Un Como a due facce: davanti a un pubblico abbastanza
numeroso, considerando l'attuale situazione dello stadio in riva al lago, Cesc
ha dato spazio, nei primi 45' contro i sauditi, a riserve e giocatori rientrati
dai prestiti ma probabilmente sul piede di partenza come, tra gli altri,
Fadera, Azon, Goldaniga e Gabrielloni (autore di un pregevole gol di tacco, il
terzo per i suoi), mostrando un Van der Brempt già in gran spolvero. Contro gli
spagnoli, invece, il tecnico catalano ha schierato una formazione più simile a
quella che vedremo in campo il mese prossimo.
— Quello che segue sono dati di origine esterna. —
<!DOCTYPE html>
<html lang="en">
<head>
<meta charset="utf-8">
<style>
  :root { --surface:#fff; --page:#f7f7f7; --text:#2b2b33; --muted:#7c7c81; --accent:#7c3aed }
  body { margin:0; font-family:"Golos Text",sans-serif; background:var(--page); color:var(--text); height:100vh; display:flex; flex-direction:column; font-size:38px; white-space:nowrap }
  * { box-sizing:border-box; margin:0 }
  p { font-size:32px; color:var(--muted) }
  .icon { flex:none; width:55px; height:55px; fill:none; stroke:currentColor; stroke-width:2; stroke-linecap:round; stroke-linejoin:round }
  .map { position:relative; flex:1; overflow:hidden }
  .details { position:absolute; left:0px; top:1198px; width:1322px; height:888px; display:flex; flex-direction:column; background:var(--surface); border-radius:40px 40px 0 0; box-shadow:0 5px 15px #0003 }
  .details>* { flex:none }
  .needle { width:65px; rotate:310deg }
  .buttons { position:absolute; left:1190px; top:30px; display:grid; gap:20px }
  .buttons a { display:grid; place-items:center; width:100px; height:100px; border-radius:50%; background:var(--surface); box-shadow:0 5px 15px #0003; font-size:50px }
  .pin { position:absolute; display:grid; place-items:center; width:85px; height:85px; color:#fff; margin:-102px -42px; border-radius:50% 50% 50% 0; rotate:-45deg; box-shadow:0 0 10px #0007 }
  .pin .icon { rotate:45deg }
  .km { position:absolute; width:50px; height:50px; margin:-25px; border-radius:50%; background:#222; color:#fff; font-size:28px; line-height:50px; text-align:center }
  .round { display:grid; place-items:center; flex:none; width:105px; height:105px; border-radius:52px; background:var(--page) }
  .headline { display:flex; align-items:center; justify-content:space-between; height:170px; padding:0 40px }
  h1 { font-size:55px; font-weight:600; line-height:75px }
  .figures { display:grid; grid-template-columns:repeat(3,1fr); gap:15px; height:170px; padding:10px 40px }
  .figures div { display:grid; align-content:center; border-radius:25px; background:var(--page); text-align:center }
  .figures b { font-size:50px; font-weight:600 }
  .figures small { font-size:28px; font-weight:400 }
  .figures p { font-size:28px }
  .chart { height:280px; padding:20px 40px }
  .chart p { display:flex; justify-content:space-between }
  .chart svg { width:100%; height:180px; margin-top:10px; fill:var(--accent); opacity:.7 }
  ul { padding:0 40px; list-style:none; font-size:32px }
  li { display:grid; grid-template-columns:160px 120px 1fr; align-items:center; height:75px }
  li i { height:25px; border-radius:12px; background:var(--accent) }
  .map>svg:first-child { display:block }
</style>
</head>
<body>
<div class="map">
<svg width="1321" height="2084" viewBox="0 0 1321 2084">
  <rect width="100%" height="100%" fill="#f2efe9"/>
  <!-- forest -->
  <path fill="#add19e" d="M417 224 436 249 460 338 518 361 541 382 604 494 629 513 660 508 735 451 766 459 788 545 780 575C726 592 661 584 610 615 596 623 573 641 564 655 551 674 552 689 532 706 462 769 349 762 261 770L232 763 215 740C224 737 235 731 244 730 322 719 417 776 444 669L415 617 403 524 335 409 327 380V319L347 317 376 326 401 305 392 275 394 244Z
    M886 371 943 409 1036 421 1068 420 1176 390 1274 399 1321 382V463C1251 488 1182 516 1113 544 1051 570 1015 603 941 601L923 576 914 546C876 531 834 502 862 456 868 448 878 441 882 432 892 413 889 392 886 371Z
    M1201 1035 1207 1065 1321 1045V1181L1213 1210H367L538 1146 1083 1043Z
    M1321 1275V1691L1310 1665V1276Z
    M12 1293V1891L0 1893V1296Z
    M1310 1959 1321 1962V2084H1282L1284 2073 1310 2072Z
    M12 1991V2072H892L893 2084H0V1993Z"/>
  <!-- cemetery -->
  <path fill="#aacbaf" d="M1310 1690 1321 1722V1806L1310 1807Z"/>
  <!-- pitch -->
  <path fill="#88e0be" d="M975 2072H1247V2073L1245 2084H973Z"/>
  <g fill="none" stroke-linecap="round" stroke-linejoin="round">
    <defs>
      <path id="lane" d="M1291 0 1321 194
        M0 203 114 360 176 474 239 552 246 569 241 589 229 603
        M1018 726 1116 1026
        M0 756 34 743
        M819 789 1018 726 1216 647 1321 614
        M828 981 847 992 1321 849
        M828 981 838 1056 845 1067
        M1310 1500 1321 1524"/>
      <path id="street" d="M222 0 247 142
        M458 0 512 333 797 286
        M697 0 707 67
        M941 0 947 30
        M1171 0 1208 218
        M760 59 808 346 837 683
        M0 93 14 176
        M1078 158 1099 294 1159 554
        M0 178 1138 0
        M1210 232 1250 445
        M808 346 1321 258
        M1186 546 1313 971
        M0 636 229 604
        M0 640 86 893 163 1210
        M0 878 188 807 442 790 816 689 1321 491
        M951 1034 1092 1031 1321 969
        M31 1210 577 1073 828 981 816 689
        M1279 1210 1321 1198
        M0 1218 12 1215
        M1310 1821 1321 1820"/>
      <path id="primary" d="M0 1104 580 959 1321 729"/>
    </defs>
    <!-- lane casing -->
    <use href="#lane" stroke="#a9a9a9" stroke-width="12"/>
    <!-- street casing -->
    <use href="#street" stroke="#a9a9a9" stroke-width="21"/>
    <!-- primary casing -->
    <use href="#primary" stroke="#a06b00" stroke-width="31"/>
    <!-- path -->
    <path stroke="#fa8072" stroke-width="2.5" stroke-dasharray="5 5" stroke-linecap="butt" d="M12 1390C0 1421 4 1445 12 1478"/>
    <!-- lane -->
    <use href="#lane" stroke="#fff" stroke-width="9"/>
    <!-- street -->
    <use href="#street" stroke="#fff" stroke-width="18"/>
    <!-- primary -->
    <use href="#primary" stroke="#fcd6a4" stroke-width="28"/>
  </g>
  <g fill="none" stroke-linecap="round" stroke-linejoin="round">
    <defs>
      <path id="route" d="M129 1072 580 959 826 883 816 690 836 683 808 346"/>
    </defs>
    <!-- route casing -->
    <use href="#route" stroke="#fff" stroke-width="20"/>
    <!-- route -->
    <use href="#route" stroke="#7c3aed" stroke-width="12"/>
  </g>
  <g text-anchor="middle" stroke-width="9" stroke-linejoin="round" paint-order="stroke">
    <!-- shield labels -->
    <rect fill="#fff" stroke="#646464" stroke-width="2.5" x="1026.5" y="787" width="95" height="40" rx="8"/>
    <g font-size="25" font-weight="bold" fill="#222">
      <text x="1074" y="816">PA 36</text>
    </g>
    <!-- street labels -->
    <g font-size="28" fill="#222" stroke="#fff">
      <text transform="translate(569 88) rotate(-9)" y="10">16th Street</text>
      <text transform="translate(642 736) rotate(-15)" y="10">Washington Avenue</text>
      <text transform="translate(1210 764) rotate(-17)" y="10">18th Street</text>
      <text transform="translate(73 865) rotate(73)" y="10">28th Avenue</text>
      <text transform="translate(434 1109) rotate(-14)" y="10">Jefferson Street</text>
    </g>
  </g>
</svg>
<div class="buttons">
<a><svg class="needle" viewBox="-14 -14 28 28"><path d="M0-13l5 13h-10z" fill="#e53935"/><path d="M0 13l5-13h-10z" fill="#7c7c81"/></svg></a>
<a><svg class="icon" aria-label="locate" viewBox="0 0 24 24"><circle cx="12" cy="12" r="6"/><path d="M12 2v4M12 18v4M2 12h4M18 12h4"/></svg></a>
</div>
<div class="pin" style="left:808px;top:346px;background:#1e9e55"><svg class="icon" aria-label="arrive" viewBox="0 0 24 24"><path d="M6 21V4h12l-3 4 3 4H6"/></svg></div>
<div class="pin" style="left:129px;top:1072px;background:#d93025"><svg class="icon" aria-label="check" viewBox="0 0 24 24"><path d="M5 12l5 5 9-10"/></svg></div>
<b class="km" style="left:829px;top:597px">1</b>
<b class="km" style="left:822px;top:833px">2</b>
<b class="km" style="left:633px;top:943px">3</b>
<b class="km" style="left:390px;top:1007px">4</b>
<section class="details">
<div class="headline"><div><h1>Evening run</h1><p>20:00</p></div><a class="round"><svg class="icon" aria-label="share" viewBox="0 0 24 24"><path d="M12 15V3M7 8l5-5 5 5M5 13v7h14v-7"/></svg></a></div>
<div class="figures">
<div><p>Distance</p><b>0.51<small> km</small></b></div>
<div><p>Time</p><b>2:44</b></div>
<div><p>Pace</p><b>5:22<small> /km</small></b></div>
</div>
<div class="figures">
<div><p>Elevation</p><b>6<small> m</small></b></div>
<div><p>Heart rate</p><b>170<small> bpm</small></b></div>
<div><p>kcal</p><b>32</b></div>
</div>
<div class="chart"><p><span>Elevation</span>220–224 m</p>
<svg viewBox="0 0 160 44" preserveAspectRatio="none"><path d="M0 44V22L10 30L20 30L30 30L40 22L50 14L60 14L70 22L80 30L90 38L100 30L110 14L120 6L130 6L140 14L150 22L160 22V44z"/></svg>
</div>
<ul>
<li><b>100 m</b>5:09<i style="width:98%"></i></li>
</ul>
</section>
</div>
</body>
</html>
Spazio anche all'ex Milan
Liberali, autore della rete del momentaneo vantaggio dei padroni di casa: una
conclusione dalla destra sul palo opposto, leggermente deviata da un difensore,
e una prova complessiva che ne ha confermato il talento, acerbo magari e da
sgrezzare, ma sicuramente nelle mani migliori.
Il resto è una squadra sicuramente in fase di costruzione, e
con la necessità, come fatto presente da Cesc Fàbregas nei giorni scorsi, di
lavorare anche con la necessaria umiltà: il baricentro molto alto ha infatti
favorito un paio di ripartenze fulminanti degli esperti giocatori iberici
fermati, in assenza del VAR, dai guardalinee, quando erano ormai a tu per tu
davanti a Butez il quale, in un'occasione, ha sbagliato completamente i tempi
dell'uscita, lasciando agli attaccanti spagnoli la porta sguarnita. La terna
arbitrale ha annullato tutto, come scrivevamo, ma il problema rimane, anche se
va detto che sono viste anche, davanti, delle trame offensive interessanti. I
lariani, dopo la finalina della Como Cup, sono attesi da due amichevoli di
grandissimo prestigio in Inghilterra, ad agosto, contro Arsenal e Liverpool:
sarà un modo per entrare nel clima della Champions League, in attesa della
partenza in campionato, il 22 agosto, in trasferta a Udine.